The Alabama Law Enforcement Agency says 20-year-old Wilson Hill Jr., 17-year-old Tyreese McCullough and 16-year-old Travis McCullough all face four counts of reckless murder in a shooting at Sweet 16 party on Broadmax Street Saturday night.

Alexis Dowdell, the teen celebrating her birthday, lost her brother Phil in the shooting and says she doesn’t know the suspects.

Though some people were left frustrated and confused by the lack of answers from police during the Dadeville shooting investigation, some attorneys say ALEA’s methodical, tight-lipped approach was the right way to go.

“They’re being very, very careful to make sure they don’t give anything that will help this 16- and 17-year-old get off on these charges,” Attorney Eric Guster said. “They want to make sure [the suspects] get a fair trial and make sure the victims get a fair trial as well.”

Guster believes it’s likely the three men charged weren’t shooting at anyone at the party and were just shooting randomly. He says we will probably see more charges on the three men as the investigation continues.

“You have multiple people who are injured, those would be assaults, attempted murders, those types of charges will be charged against them. So those charges will be piled on with them as well,” Guster said. “What they’re doing right now is waiting to make sure that no other victims pass away. They want to see what the injuries were.”

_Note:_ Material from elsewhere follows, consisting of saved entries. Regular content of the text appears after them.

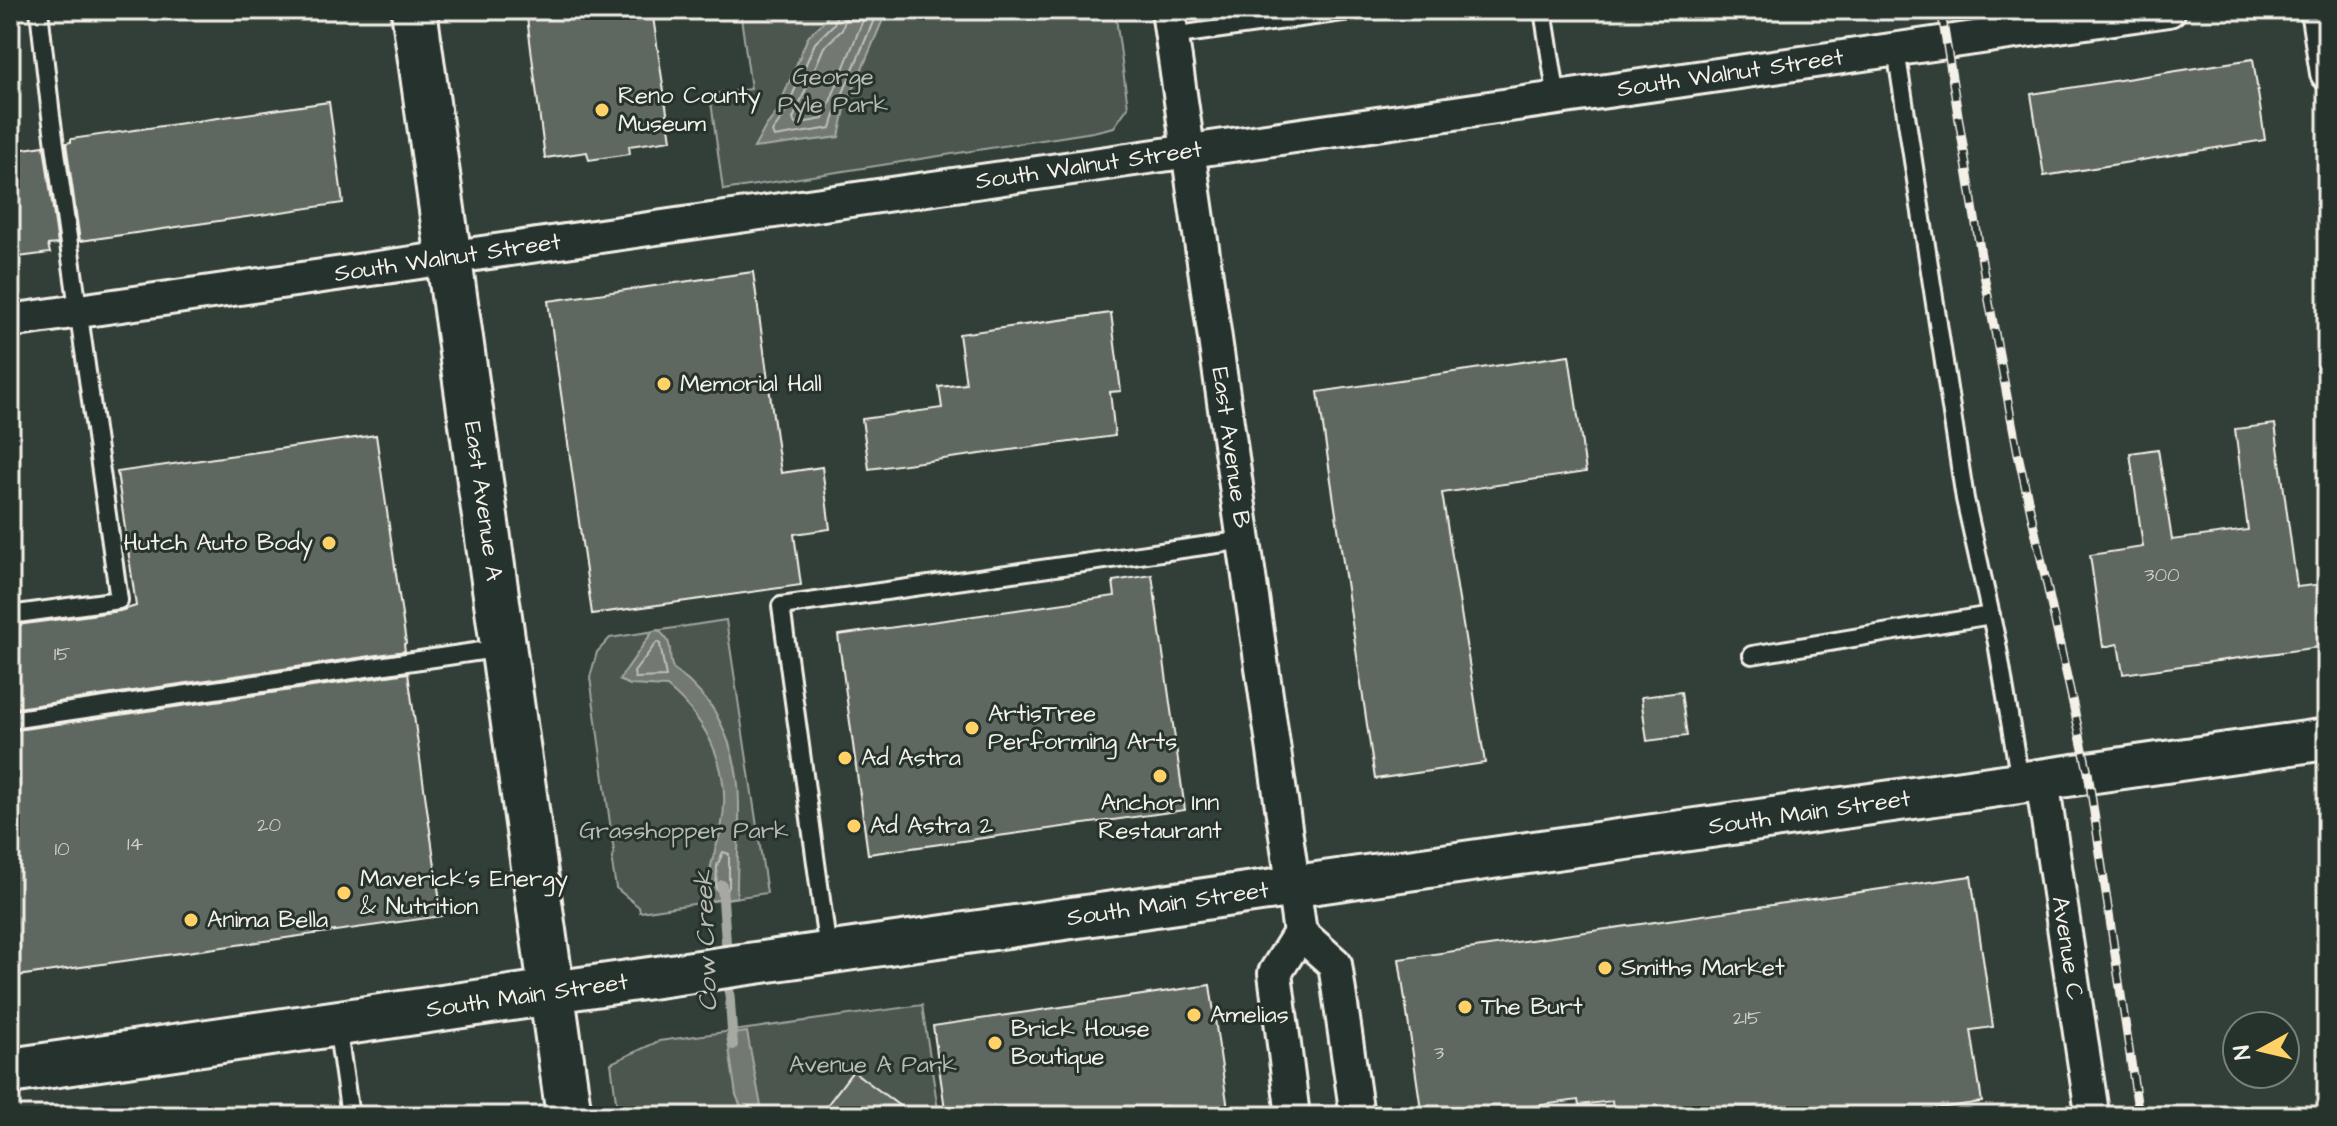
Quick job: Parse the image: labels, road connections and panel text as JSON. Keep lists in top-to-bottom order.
{
  "streets": {
    "main road": ["East Avenue A", "South Main Street"],
    "street": ["South Walnut Street", "East Avenue B", "Avenue C"]
  },
  "crossings": [
    ["South Walnut Street", "East Avenue B"],
    ["South Walnut Street", "East Avenue A"],
    ["East Avenue B", "South Main Street"],
    ["East Avenue A", "South Main Street"],
    ["South Main Street", "Avenue C"]
  ],
  "water": ["Cow Creek"],
  "parks": ["George Pyle Park", "Grasshopper Park", "Avenue A Park"],
  "places": [
    "Reno County Museum",
    "Memorial Hall",
    "Hutch Auto Body",
    "ArtisTree Performing Arts",
    "Ad Astra",
    "Anchor Inn Restaurant",
    "Ad Astra 2",
    "Maverick's Energy & Nutrition",
    "Anima Bella",
    "Smiths Market",
    "The Burt",
    "Amelias",
    "Brick House Boutique"
  ],
  "house_numbers": [
    "300",
    "15",
    "20",
    "14",
    "10",
    "215",
    "3"
  ],
  "north": "left"
}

The Alabama Moms Demand Action chapter says there isn’t a chance to catch your breath anymore between mass shootings. Ellen Melson is one voice among many in the organization who wants the violence to stop.

“It’s disturbing isn’t it to hear that we’re losing 94 children a year in the state of Alabama alone due to gun violence,” Ellen Melson said. “That’s exactly the type of thing that we’re working to prevent and that’s why we exist. Because we want to see a reduction in these gun violence deaths.”

Moms Demand Action says it’s working to have the legislature pass ‘commonsense’ gun laws, unlike the “permitless carry” which it says had all 67 sheriffs in the state against it.

“If they haven’t seen us yet at their door, they will. If they haven’t heard from us yet on the phone, they will. If they haven’t gotten mail from us, they will,” says Melson. “We’re coming. We’re coming and we’re mad.”

The gun violence prevention organization Everytown says Alabama has the fourth highest rate of gun violence in the country with 84% of homicides involving a gun.